In accordance with LR 9.6.2 R of the Listing Rules of the UKLA, copies of all resolutions passed by the Company,
other than resolutions concerning ordinary business, have been submitted to the UK’s National Storage Mechanism
and will shortly be available for inspection at: https://data.fca.org.uk/#/nsm/nationalstoragemechanism and can also
be viewed on the Company’s website, www.rdireit.com.
For further information:
RDI REIT P.L.C.
Stephen Oakenfull, Donald Grant Tel: +44 (0) 20 7811 0100
FTI Consulting
UK Public Relations Adviser
Dido Laurimore, Claire Turvey Tel: +44 (0) 20 3727 1000
rdireit@fticonsulting.com
Instinctif Partners
SA Public Relations Adviser
Frederic Cornet Tel: +27 (0) 11 447 3030
RDI@instinctif.com
JSE Sponsor
Java Capital Tel: + 27 (0) 11 722 3050
28 January 2021
Note to editors:
About RDI
RDI is an income focused UK Real Estate Investment Trust (UK-REIT) with a diversified portfolio invested
principally in the UK. The investment approach is driven by an in depth understanding of occupational demand
including the impact of technology, transport and infrastructure investment. The portfolio has been repositioned in
recent years to increase its weighting to London and the South East, and to provide greater exposure to our leading
hotel and serviced office operating platforms.

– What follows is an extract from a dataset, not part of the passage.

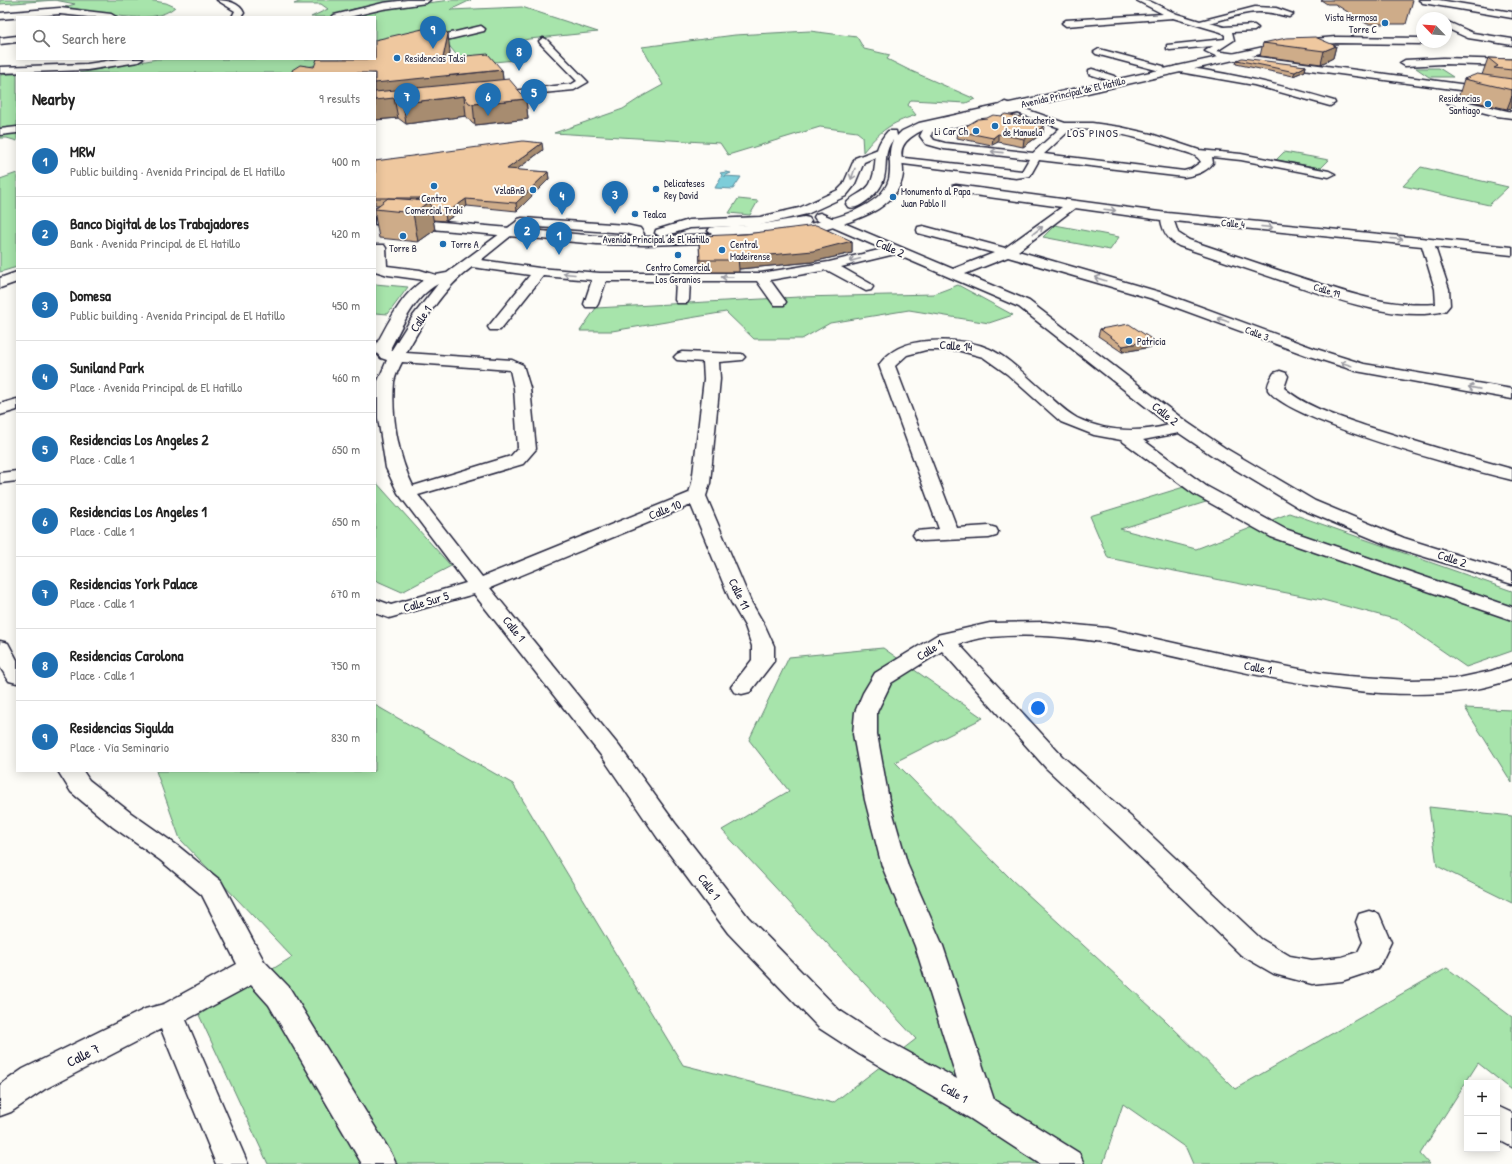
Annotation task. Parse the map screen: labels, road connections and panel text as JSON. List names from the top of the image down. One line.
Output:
{"streets":{"main road":["Avenida Principal de El Hatillo"],"street":["Calle 4","Calle 2","Calle 19","Calle 1","Calle 3","Calle 14","Calle 10","Calle 11","Calle Sur 5","Calle 7"]},"crossings":[["Avenida Principal de El Hatillo","Calle 2"],["Avenida Principal de El Hatillo","Calle 1"],["Calle 4","Calle 19"],["Calle 2","Calle 14"],["Calle 1","Calle 10"],["Calle 1","Calle Sur 5"],["Calle 10","Calle 11"],["Calle 10","Calle Sur 5"]],"districts":["LOS PINOS"],"places":["Vista Hermosa Torre C","Residencias Talsi","Residencias Santiago","La Retoucherie de Manuela","Li Car Ch","Centro Comercial Traki","Delicateses Rey David","VzlaBnB","Monumento al Papa Juan Pablo II","Tealca","Torre B","Torre A","Central Madeirense","Centro Comercial Los Geranios","Patricia"],"north":"top left","page":{"pins":["9","8","5","6","7","3","4","2","1"],"search":"Search here","heading":["Nearby","9 results"],"list":[{"mark":"1","name":"MRW","note":"Public building · Avenida Principal de El Hatillo","value":"400 m"},{"mark":"2","name":"Banco Digital de los Trabajadores","note":"Bank · Avenida Principal de El Hatillo","value":"420 m"},{"mark":"3","name":"Domesa","note":"Public building · Avenida Principal de El Hatillo","value":"450 m"},{"mark":"4","name":"Suniland Park","note":"Place · Avenida Principal de El Hatillo","value":"460 m"},{"mark":"5","name":"Residencias Los Angeles 2","note":"Place · Calle 1","value":"650 m"},{"mark":"6","name":"Residencias Los Angeles 1","note":"Place · Calle 1","value":"650 m"},{"mark":"7","name":"Residencias York Palace","note":"Place · Calle 1","value":"670 m"},{"mark":"8","name":"Residencias Carolona","note":"Place · Calle 1","value":"750 m"},{"mark":"9","name":"Residencias Sigulda","note":"Place · Vía Seminario","value":"830 m"}],"map_buttons":["+","−"]}}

RDI is committed to delivering attractive income led total returns across the real estate cycle. The current strategic
objectives of a lower leverage capital structure and more focused allocation of capital are targeted at delivering an
industry leading and sustainable income return.
RDI holds a primary listing on the London Stock Exchange and a secondary listing on the JSE. The Company is
included within the EPRA, GPR, JSE All Property and JSE Tradeable Property indices.